7 R. Je vais vous préciser un petit peu ce que je faisais. J'ai coordonné le
8 travail des organes civils. Je n'avais pas d'attribution s'agissant de
9 l'armée ou du ministère de l'Intérieur. Naturellement, les relations qui
10 existaient sur le plan politique ne faisaient pas l'objet de mon intérêt.
11 Je me suis concentré sur le secteur civil. C'est là que j'ai œuvré. Hier
12 j'ai essayé de vous expliquer concrètement ce que j'ai fait. C'est ce que
13 j'ai fait jusqu'à ce que je ne parte. D'ailleurs ce n'était pas de ma
14 propre volonté, je suis tombé malade, comme je l'ai déjà expliqué hier.
15 Q. Merci. Je comprends cela. Ce que l'on trouve, entre autres, dans la
16 décision par laquelle vous êtes nommé au poste de coordinateur, c'est que
17 vous allez en référer directement au premier ministre, au moins une fois
18 par semaine, me semble-t-il, c'est ce que vous avez fait. Vous l'informiez
19 de votre travail au moins une fois par semaine; c'est exact ?

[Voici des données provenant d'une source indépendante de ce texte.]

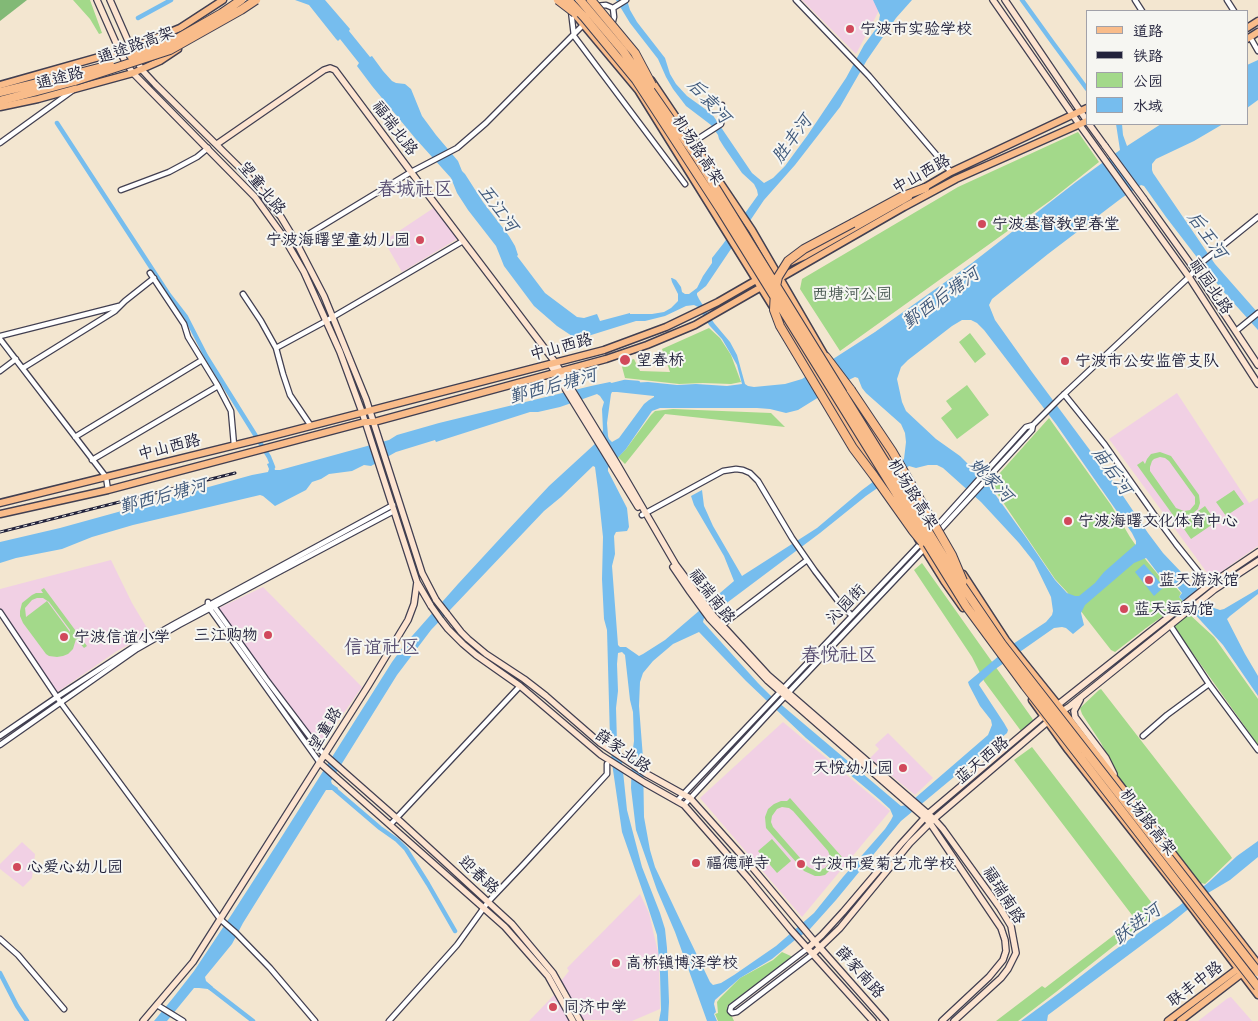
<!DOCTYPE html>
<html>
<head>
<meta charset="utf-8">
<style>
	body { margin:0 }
	#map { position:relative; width:1258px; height:1021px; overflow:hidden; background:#f3e6d0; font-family:Mali,"LXGW WenKai TC",sans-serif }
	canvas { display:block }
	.legend { position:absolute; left:1086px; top:10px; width:162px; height:115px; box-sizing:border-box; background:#f6f6f2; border:1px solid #a1a1a9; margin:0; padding:6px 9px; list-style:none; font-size:15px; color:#22223b }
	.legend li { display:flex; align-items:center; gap:10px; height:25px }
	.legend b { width:25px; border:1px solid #a1a1a9 }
</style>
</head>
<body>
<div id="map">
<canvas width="1258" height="1021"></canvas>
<ul class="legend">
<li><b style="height:6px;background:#f9bc8a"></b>道路</li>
<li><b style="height:6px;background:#22223b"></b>铁路</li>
<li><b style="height:14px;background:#a3d98a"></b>公园</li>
<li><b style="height:14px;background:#76bdee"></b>水域</li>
</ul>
</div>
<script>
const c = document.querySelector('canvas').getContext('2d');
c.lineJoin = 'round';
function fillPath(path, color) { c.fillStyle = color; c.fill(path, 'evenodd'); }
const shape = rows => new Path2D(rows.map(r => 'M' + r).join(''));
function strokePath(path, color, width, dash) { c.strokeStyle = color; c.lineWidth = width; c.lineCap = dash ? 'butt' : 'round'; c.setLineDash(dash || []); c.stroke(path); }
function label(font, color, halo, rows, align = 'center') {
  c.font = font + ' Mali,"LXGW WenKai TC",sans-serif'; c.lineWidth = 4; c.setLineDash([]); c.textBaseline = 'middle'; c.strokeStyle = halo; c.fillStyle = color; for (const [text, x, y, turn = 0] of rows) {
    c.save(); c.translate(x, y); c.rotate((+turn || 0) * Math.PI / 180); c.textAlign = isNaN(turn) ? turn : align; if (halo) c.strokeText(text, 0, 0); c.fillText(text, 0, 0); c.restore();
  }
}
const built = shape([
	[802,0,886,0,882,5,856,54],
	[435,207,457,239,402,272,384,241],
	[1177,393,1249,503,1258,498,1258,546,1215,576,1210,576,1208,574,1109,439],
	[111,560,132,603,150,633,117,651,56,693,0,608,0,589],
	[263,587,362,687,320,747,217,609],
	[783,722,890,811,802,917,700,798],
	[888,733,933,778,915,795,870,758,879,749,875,745],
	[22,842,35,854,32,878,23,887,0,869,0,864],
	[640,894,649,913,659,957,660,1009,632,1021,583,1020,561,981,569,971,567,968],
	[555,994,571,1021,529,1021],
	[1231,997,1252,1021,1198,1021,1228,998]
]);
const green = shape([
	[73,0,90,0,102,33,99,34,90,19],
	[1078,132,1099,162,1051,200,840,351,800,289,802,279,958,187],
	[709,328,720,338,731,355,741,382,731,384,703,383,679,384,625,378,621,363,634,359,640,371,670,372,662,349],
	[970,333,986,354,975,363,959,342],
	[967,385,989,415,957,439,941,418,952,409,946,401],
	[673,409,771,413,785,427,665,414,625,464,618,457,626,449,651,415,655,411],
	[1049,418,1111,505,1130,537,1146,560,1166,584,1171,582,1181,593,1179,597,1183,602,1146,628,1115,652,1111,650,1086,618,1067,592,1055,579,994,489,990,484],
	[1160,452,1171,456,1199,495,1200,503,1198,509,1191,515,1182,516,1188,525,1183,529,1137,465,1143,461,1145,464,1147,459,1151,454],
	[1160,457,1165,458,1169,461,1195,497,1195,504,1190,510,1184,511,1176,508,1150,471,1150,467,1152,461,1154,459],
	[1234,490,1244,504,1226,516,1216,502],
	[1205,506,1216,522,1191,539,1184,529,1191,524,1187,519],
	[922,563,1034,721,1021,731,984,681,972,657,914,570],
	[44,588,87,646,84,648,76,639,73,649,68,654,63,656,57,657,49,656,46,654,23,623,20,616,20,611,22,603,32,595,36,593,43,593,41,590],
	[37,598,43,598,49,602,70,630,70,632,47,601,26,617,25,608,32,600],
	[1189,614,1214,637,1258,699,1258,745,1172,624],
	[1101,689,1230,855,1232,858,1205,884,1198,882,1122,784,1101,743,1082,714,1080,708,1099,690],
	[1032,747,1158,911,1056,992,1018,1021,996,1021,1042,986,1045,988,1135,919,1014,760],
	[790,798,842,857,837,862,835,861,831,869,825,875,820,876,815,876,804,871,766,828,765,817,768,809,774,804,781,801,787,801],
	[782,807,789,808,793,811,828,851,830,856,830,862,825,868,816,871,808,867,773,827,771,822,772,816,777,809],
	[772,839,791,861,777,873,758,851],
	[782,952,793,957,727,1006,734,1021,718,1021,715,1014,718,1013,717,1002,720,998,740,978,773,960]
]);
const forest = shape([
	[0,0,27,0,0,21]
]);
const water = shape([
	[295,0,325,0,350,29,349,31,370,57,372,56,383,71,392,81,396,83,405,84,411,89,422,116,436,135,458,161,462,171,465,174,483,202,509,236,515,246,518,255,517,256,545,293,577,317,584,318,597,314,600,321,630,313,630,314,652,314,664,312,671,308,678,301,678,294,672,282,671,278,672,278,676,280,681,287,682,292,685,294,689,294,697,288,703,276,712,263,712,258,723,244,758,195,757,190,754,184,742,173,724,147,719,139,718,135,711,125,686,106,673,89,666,77,658,59,630,23,616,0,627,0,630,10,637,22,665,58,670,74,676,84,687,96,712,114,752,173,764,183,773,178,785,166,807,136,846,78,864,45,878,26,880,15,873,0,912,0,896,18,867,60,840,107,795,165,764,200,706,286,697,293,697,295,699,299,714,323,730,342,737,355,745,384,748,386,754,387,785,384,802,379,875,332,972,263,1076,182,1120,150,1116,124,1122,124,1123,135,1127,146,1161,124,1223,124,1194,141,1156,159,1152,164,1152,170,1153,173,1215,264,1258,313,1258,330,1222,290,1166,217,1144,186,1141,185,1123,197,1048,254,992,299,989,305,995,320,1032,372,1115,484,1148,533,1163,553,1182,573,1181,575,1190,586,1194,585,1210,604,1214,608,1220,610,1224,609,1258,589,1258,594,1230,616,1227,619,1245,654,1258,676,1258,696,1223,645,1180,598,1179,597,1182,593,1173,582,1169,582,1166,584,1147,559,1146,558,1134,563,1085,605,1081,613,1084,625,1073,634,1066,628,1062,627,1054,628,994,670,980,683,979,685,1004,723,1008,730,1007,733,901,821,836,900,810,929,795,940,772,959,740,978,723,993,715,1000,714,1004,716,1012,714,1014,717,1021,707,1021,675,932,657,890,636,830,631,788,632,756,634,741,633,712,630,700,625,655,622,652,618,653,617,664,618,691,616,708,617,742,621,752,627,810,642,867,660,913,665,929,667,948,669,1002,668,1021,659,1021,661,1010,660,973,657,935,646,901,622,832,612,763,610,739,607,630,604,619,602,579,603,537,598,490,595,467,593,466,561,497,544,511,431,630,397,675,331,781,332,784,338,788,336,793,333,790,326,790,243,923,232,944,205,977,206,981,213,987,211,991,208,989,199,988,194,988,167,1021,154,1021,173,998,194,971,232,914,279,841,392,662,405,644,458,584,506,532,549,486,597,442,601,437,603,430,602,409,604,402,600,396,597,394,560,407,538,412,530,412,436,442,435,440,396,452,371,466,364,465,352,471,329,474,321,479,312,482,306,490,275,506,263,496,260,495,133,525,92,537,62,549,16,558,0,563,0,542,60,528,252,475,268,472,269,469,267,464,272,462,275,470,280,470,389,440,397,435,439,423,591,386,610,382,615,385,628,383,648,382,677,385,696,384,727,386,742,384,737,365,729,351,722,339,709,325,698,307,694,305,686,306,665,316,645,321,636,321,588,336,575,338,557,326,534,306,504,266,496,246,468,210,457,193,451,178,415,138,372,86,357,66,359,63,340,39,338,41,336,39,309,5],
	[962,320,971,320,977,323,984,330,1056,424,1132,533,1136,541,1136,544,1104,572,1095,583,1079,596,1075,596,1067,593,1055,580,1025,536,987,483,960,456,936,439,906,411,902,402,897,379,901,367,908,360,952,326],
	[855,377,858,378,862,388,866,393,901,424,905,433,906,442,904,459,862,490,817,528,742,576,713,526,704,506,702,490,691,496,694,505,724,556,734,581,665,640,643,654,639,656,626,647,620,647,618,645,612,566,615,554,614,536,616,532,627,531,629,527,627,508,608,471,608,468,626,449,652,411,660,408,757,408,770,409,786,413,798,410,840,384],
	[612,392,617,392,654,396,654,397,649,400,644,404,619,438,612,442,609,439,608,436,607,423,611,394],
	[928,465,937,465,943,468,981,502,1019,543,1034,562,1051,597,1053,611,1052,615,1046,622,1013,644,968,682,969,685,980,706,991,720,992,725,988,735,907,805,901,806,771,696,758,683,703,622,704,618,719,607,724,605,820,533,866,496,909,466,916,468],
	[699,632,746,681,806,738,879,799,890,809,893,816,891,820,885,829,843,877,814,913,776,946,734,975,721,983,713,985,710,982,682,924,655,867,650,850,644,817,643,758,639,706,640,682,643,673,653,661,673,644],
	[1258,60,1258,100,1247,108,1247,65],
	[1144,564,1164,587,1154,596,1135,572],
	[1258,841,1258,857,1230,880,1208,893,1170,924,1048,1015,1047,1021,1021,1021,1059,993,1112,952,1155,921,1163,917,1179,906,1209,882,1237,856]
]);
const canal = shape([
	[1022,0,1053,43,1087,89],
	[138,18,171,0],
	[57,123,169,295,186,317,206,356,269,457,273,467],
	[609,386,625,382,638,383],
	[332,787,380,828,397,840,406,849,428,884,455,931],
	[0,973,17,1006,27,1021],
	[209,987,253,1021]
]);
const street = shape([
	[796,0,869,76,951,172],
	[1135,0,1142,11],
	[1227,0,1234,11],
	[595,6,606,5,613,8,626,0],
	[571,11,574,36,685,184],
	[612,25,614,17,613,8],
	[1250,37,1258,51],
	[701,137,721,124,723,111,722,105],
	[0,143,72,91],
	[121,190,169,172,197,157,208,148],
	[289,246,411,172,457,148,486,123,583,25],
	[150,273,184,324,188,337,218,386,231,411,234,445],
	[243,294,261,321,276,348,283,374,290,395,311,426],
	[1236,331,1258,313],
	[0,336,119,306],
	[0,339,106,477,108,490],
	[276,348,326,321,463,241],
	[23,368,115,311,125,301,154,278],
	[0,371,16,359],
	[1064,394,1105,445,1153,513,1176,544,1209,585],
	[75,437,202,360],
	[92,460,218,386],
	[642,515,723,471,736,469,743,470,750,473,758,481,792,538,815,571,838,601,852,616],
	[935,528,1026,427,1033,425],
	[931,540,1032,430,1033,425,1060,398,1189,277,1201,263,1258,217],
	[208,602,208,605,210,609,320,763],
	[213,605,266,679,319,749,325,755],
	[0,612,61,703,220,919,236,933,270,968,315,1021],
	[722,625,807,560],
	[1170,625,1209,684,1258,750],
	[0,736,57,697,135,646,176,623,393,505],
	[1143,736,1167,715,1209,684],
	[0,745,137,649,179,625,394,511],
	[677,801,921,543],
	[684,805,772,710,925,548],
	[390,825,520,686],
	[0,939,18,955,64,1009],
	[808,948,731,1007,730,1011,732,1013,737,1012,813,954],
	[157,1005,183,1021],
	[389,1021,457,945,488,902,524,864,607,774,607,764]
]);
const secondary = shape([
	[97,0,120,52,126,63,133,73,255,197,283,236,304,272,340,352,362,412,417,582,414,604,408,620,368,686,193,962,143,1021],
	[110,0,136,59,142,70,155,84,245,173,281,217,296,242,324,296,366,399,422,573,436,600],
	[993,0,1079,124,1189,277,1258,384],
	[1005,0,1087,121],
	[1089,124,1105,146],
	[217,144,324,70,330,68,335,70,420,184,555,362,616,462,676,565,713,615,768,675,934,819,943,829,1000,908,1011,926,1016,953,1008,969,1001,978,954,1021],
	[1144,199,1195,270,1258,365],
	[550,364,638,507],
	[673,567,690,592,709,618,768,681,925,818,930,823,1001,928,1005,940,1006,951,1003,960,989,977,942,1021],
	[417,582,431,606],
	[447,614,461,632,468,639,486,654,524,679,546,696,600,743,645,773,690,798,751,866,815,942,885,1021],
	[441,620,448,629,463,644,476,655,520,686,601,755,645,783,684,805,748,878,791,930,873,1021],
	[1080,700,1074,711,1075,717,1106,758,1114,774],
	[1055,707,1209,585,1258,552],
	[1061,712,1070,706,1214,590,1258,561],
	[325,755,401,822,512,924,553,973,580,1021],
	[320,763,505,927,548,976,573,1021],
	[808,948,822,935,843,912,900,845,929,813,1046,714],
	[813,954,840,928,910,843,934,819,1051,719]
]);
const primary = shape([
	[572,11,638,90,791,336,818,378],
	[1247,28,1258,21],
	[1247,39,1258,32],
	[651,80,752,230,828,361],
	[0,85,131,48,180,28,223,0],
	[0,107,38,99,133,73,160,61,178,49],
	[922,189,951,172,1087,108],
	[789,263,805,256,909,197],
	[777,280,904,207,956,179,1087,121],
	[840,380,933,528],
	[886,483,898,504],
	[0,503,268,437,604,350,666,327,718,302,758,279],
	[0,514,108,490,365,422,374,422,606,359,647,345,695,325,763,286],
	[918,539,944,581,963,608],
	[963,574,1006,640,1063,711,1258,964],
	[1032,700,1068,750,1183,896,1258,995],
	[1168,1021,1240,967],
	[1180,1021,1245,971]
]);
const highway = shape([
	[0,92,75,74],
	[0,101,75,81],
	[853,223,901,197,925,188],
	[791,336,798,350],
	[826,357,851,390],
	[813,375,869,462,874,473]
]);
const rail = shape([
	[0,532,235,473]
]);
const secondaryBridge = shape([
	[1105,146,1144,199],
	[436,600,447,614],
	[431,606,441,620]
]);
const highwayBridge = shape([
	[558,0,575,13],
	[568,0,584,17,636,80,720,209,966,606,1025,686,1258,987],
	[580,0,623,51,696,156,957,578,1002,644,1258,972],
	[591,0,635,53,652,85],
	[132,57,166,45,222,13,241,0],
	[75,74,110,65],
	[75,81,170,50,241,10,256,0],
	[853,223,804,249,788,261,778,277,775,291,774,310,780,326,789,341,853,448,874,476,913,531,922,542],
	[851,390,892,451,952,555,963,581]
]);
const markers = [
	[850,29,5,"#d1495b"],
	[982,224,5,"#d1495b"],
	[420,240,5,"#d1495b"],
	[625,360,6,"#d1495b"],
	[1065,361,5,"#d1495b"],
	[1068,521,5,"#d1495b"],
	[1149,580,5,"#d1495b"],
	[1124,609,5,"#d1495b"],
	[268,635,5,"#d1495b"],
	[64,637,5,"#d1495b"],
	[903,768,5,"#d1495b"],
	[696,863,5,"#d1495b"],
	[801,864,5,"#d1495b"],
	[17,867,5,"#d1495b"],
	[616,963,5,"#d1495b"],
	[553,1007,5,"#d1495b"]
];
const poiNames = [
	["宁波市实验学校",860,29],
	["宁波基督教望春堂",992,224],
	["宁波海曙望童幼儿园",410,240,"right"],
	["望春桥",636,360],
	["宁波市公安监管支队",1075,361],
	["宁波海曙文化体育中心",1078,521],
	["蓝天游泳馆",1159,580],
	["蓝天运动馆",1134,609],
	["三江购物",258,635,"right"],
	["宁波信谊小学",74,637],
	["天悦幼儿园",893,768,"right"],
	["福德禅寺",706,863],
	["宁波市爱菊艺术学校",811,864],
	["心爱心幼儿园",27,867],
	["高桥镇博泽学校",626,963],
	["同济中学",563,1007]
];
const streetNames = [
	["通途路高架",136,45,-20],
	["通途路",60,78,-15],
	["福瑞北路",395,128,53],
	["机场路高架",698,150,57],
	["中山西路",921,174,-29],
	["望童北路",262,188,50],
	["丽园北路",1211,286,56],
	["中山西路",561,347,-15],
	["中山西路",169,447,-14],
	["机场路高架",913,494,58],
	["福瑞南路",712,596,52],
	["沁园街",846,604,-46],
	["望童路",325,729,-58],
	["薛家北路",623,751,35],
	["蓝天西路",982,760,-40],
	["机场路高架",1148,822,52],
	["迎春路",479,875,43],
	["福瑞南路",1004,895,58],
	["薛家南路",860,972,48],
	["联丰中路",1195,984,-37]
];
const parkNames = [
	["西塘河公园",852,294]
];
const waterNames = [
	["后袁河",709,101,47],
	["胜丰河",792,139,-54],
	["五江河",498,208,54],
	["后王河",1207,235,54],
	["鄞西后塘河",941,298,-36],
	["鄞西后塘河",553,386,-15],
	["庙后河",1112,471,55],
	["姚家河",991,480,46],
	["鄞西后塘河",163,496,-15],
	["跃进河",1137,924,-37]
];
const quarterNames = [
	["春城社区",415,189],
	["信谊社区",382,647],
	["春悦社区",839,655]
];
fillPath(built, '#f1d0e4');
fillPath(green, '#a3d98a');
fillPath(forest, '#82b976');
fillPath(water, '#76bdee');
strokePath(canal, '#76bdee', 4.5);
strokePath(street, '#413f51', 7);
strokePath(secondary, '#413f51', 8);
strokePath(primary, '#413f51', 9);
strokePath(highway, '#413f51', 10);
strokePath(street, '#fff', 4.5);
strokePath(secondary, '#fde4d0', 5.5);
strokePath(primary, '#f9bc8a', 6);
strokePath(highway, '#f9bc8a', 8);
strokePath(rail, '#22223b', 3);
strokePath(rail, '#f6f6f2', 1, [4]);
strokePath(secondaryBridge, '#413f51', 8, []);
strokePath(highwayBridge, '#413f51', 10, []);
strokePath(secondaryBridge, '#fde4d0', 5.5);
strokePath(highwayBridge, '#f9bc8a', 8);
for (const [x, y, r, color] of markers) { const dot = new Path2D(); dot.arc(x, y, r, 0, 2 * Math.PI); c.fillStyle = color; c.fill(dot); strokePath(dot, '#f6f6f2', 2); }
label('16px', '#22223b', '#f6f6f2', poiNames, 'left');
label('16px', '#22223b', '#f6f6f2', streetNames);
label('16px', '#495953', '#f6f6f2', parkNames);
label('italic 18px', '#3f587a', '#f6f6f2', waterNames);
label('19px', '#574d70', '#f6f6f2', quarterNames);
</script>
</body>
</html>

20 R. C'est exact. Au moins une fois par semaine, je me rendais auprès de lui
21 pour lui faire rapport de mon travail et il est arrivé aussi qu'au cours de
22 la semaine je le contacte par téléphone, et que je lui transmette des
23 choses que j'estimais être importantes, des choses afin de régler des
24 questions plus rapidement.
25 Q. En plus de ces contacts personnels, en plus des appels téléphoniques,
26 est-ce qu'il vous est arrivé de lui remettre des rapports par écrit ?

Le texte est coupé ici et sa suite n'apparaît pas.